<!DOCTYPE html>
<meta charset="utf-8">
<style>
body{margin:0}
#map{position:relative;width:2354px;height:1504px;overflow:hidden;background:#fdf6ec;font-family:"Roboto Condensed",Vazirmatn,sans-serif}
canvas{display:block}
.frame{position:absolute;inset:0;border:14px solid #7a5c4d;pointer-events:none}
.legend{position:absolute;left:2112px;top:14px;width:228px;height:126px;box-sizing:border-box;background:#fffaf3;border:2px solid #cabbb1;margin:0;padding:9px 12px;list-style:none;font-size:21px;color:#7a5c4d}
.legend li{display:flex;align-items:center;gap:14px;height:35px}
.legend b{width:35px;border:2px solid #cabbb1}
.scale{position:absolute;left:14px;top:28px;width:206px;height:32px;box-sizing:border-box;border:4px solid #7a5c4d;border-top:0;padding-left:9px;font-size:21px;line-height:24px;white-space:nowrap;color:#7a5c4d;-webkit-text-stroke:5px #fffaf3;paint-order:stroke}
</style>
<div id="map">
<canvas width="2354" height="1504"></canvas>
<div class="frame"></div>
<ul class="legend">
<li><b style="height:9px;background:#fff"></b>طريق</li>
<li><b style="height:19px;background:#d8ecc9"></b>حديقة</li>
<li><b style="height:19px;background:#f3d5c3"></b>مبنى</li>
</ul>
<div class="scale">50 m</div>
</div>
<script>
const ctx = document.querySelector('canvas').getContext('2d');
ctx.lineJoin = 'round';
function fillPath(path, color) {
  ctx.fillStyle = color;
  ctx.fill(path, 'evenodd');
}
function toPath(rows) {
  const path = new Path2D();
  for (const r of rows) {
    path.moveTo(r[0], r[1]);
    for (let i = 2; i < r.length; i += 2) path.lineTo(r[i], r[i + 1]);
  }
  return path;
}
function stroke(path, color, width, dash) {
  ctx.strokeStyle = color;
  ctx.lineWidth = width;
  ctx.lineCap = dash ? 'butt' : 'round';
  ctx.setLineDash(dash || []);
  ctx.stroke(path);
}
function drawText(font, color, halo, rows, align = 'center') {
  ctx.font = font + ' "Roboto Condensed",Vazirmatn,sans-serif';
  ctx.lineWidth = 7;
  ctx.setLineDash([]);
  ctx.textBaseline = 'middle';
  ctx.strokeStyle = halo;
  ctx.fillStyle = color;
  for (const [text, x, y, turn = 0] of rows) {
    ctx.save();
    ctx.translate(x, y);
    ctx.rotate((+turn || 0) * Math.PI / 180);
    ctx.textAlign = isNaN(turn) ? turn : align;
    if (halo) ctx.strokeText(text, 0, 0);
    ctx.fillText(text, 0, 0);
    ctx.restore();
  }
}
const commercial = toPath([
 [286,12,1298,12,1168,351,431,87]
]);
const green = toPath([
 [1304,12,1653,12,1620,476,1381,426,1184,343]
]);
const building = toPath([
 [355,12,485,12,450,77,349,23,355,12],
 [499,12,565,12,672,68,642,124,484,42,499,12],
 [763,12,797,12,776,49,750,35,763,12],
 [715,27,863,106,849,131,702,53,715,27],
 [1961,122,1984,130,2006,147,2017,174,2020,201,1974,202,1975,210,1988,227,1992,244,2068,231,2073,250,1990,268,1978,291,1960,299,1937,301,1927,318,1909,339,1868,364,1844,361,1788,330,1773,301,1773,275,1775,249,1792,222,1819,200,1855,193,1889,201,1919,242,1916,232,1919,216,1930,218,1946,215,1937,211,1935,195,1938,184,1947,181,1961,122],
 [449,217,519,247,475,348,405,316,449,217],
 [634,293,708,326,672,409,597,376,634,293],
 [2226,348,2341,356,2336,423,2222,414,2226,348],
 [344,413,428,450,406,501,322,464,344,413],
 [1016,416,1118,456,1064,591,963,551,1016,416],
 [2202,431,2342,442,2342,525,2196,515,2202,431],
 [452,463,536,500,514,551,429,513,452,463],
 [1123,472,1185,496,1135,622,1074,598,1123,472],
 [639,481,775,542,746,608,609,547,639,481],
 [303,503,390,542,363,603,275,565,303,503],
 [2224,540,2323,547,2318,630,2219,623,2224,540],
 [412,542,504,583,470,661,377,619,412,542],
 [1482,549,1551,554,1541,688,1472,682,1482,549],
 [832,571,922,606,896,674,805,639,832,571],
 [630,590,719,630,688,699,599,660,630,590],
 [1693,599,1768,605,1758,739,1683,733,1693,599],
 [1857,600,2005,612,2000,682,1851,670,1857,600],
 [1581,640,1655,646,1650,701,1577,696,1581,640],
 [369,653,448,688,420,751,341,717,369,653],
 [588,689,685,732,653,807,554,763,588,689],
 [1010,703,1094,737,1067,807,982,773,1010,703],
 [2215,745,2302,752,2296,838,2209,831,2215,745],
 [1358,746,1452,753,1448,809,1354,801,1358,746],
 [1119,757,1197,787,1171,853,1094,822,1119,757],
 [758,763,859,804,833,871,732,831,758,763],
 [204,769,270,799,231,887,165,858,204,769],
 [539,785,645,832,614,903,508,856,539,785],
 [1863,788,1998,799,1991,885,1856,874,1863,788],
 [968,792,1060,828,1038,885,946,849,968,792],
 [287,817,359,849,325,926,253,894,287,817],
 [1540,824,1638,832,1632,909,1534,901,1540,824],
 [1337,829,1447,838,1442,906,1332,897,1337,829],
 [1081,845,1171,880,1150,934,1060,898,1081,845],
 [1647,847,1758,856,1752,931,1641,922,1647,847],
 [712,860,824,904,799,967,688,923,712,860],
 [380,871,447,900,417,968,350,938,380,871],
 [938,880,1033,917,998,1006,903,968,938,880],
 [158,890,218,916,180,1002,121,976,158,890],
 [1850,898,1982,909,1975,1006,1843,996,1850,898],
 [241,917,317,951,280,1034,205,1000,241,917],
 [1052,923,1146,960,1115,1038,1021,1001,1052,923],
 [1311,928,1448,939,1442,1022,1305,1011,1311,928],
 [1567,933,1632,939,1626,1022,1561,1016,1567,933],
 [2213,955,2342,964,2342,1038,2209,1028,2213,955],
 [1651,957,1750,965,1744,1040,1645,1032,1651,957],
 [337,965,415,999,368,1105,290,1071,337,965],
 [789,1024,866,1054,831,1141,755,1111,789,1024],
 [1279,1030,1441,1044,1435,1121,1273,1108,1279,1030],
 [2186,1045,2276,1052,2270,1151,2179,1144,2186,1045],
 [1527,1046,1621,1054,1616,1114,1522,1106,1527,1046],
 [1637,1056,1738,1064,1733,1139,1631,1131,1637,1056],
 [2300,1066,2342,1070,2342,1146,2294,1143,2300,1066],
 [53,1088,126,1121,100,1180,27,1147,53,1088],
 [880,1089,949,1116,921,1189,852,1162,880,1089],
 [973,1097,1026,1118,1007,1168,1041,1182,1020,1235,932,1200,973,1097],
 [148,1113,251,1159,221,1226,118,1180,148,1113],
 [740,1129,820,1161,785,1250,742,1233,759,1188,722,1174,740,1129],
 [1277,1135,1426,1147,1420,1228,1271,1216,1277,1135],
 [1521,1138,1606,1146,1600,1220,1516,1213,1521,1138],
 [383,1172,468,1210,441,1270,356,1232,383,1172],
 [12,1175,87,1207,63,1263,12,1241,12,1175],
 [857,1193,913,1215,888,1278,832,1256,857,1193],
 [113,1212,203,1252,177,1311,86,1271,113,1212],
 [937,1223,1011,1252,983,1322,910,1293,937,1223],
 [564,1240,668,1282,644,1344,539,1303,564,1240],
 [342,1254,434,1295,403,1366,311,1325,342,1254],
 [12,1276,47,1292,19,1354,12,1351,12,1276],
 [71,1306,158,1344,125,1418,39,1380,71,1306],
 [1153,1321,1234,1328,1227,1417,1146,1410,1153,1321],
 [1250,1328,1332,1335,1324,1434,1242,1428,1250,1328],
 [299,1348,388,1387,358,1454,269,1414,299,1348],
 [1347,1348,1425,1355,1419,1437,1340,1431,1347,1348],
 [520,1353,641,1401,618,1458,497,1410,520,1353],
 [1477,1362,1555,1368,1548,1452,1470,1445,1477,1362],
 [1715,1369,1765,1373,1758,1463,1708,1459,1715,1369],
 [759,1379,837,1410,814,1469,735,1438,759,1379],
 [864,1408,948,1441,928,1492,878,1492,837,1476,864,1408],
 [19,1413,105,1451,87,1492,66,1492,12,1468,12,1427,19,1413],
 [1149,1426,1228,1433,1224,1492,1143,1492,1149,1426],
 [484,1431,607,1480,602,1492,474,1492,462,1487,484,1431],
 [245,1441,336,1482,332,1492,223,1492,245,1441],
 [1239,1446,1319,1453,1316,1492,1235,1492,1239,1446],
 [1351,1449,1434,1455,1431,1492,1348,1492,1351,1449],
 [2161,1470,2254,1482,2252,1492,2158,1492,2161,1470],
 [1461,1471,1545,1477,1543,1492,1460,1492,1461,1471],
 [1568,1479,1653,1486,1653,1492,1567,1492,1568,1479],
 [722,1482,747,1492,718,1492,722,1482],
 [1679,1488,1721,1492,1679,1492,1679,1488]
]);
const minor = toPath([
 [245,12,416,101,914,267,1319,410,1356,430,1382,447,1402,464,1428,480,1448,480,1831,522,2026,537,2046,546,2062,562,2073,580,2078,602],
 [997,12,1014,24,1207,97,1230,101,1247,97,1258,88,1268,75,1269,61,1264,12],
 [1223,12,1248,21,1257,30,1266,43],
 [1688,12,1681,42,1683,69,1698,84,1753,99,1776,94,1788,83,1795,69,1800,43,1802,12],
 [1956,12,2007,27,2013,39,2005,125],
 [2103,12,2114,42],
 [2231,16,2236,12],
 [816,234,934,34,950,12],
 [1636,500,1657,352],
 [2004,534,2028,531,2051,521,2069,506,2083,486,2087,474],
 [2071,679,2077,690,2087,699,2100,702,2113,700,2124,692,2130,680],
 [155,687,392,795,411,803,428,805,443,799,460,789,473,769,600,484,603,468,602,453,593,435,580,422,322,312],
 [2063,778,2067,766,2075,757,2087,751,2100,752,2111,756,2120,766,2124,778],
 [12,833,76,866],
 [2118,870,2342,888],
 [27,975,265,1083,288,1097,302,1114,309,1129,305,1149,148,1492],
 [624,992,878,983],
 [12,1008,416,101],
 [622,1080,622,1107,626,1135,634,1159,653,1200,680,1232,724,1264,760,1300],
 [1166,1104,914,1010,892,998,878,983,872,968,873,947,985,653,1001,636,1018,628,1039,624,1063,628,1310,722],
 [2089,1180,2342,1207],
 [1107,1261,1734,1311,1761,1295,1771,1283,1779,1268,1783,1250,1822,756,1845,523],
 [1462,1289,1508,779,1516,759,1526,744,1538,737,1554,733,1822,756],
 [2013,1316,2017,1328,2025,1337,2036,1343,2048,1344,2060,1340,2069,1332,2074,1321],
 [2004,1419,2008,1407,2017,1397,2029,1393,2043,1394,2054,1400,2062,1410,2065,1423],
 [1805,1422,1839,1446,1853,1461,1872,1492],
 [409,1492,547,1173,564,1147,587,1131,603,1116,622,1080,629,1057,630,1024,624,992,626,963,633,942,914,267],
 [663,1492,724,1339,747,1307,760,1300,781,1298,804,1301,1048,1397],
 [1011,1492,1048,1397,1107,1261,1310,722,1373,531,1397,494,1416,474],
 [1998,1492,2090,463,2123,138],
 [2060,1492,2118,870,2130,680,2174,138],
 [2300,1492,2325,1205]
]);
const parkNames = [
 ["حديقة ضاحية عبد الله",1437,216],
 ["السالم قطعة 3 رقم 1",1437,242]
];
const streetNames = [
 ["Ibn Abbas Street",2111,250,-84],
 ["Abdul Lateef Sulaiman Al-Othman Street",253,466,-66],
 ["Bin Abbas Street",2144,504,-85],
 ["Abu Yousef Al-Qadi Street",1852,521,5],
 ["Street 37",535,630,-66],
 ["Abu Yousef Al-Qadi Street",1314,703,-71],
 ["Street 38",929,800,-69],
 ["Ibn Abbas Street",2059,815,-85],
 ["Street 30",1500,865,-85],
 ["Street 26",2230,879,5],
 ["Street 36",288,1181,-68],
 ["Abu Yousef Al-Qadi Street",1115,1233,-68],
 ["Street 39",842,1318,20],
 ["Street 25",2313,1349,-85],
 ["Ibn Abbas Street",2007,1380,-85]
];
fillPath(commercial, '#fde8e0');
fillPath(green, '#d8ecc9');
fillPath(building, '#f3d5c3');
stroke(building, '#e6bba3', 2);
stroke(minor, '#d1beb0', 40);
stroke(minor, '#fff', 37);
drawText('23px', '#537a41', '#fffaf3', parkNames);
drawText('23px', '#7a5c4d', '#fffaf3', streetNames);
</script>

========

# WORK REQUIRED:
Your answer should be a single number: the count of lines in the records that contain "halo".

# WORKED SOLUTION:
3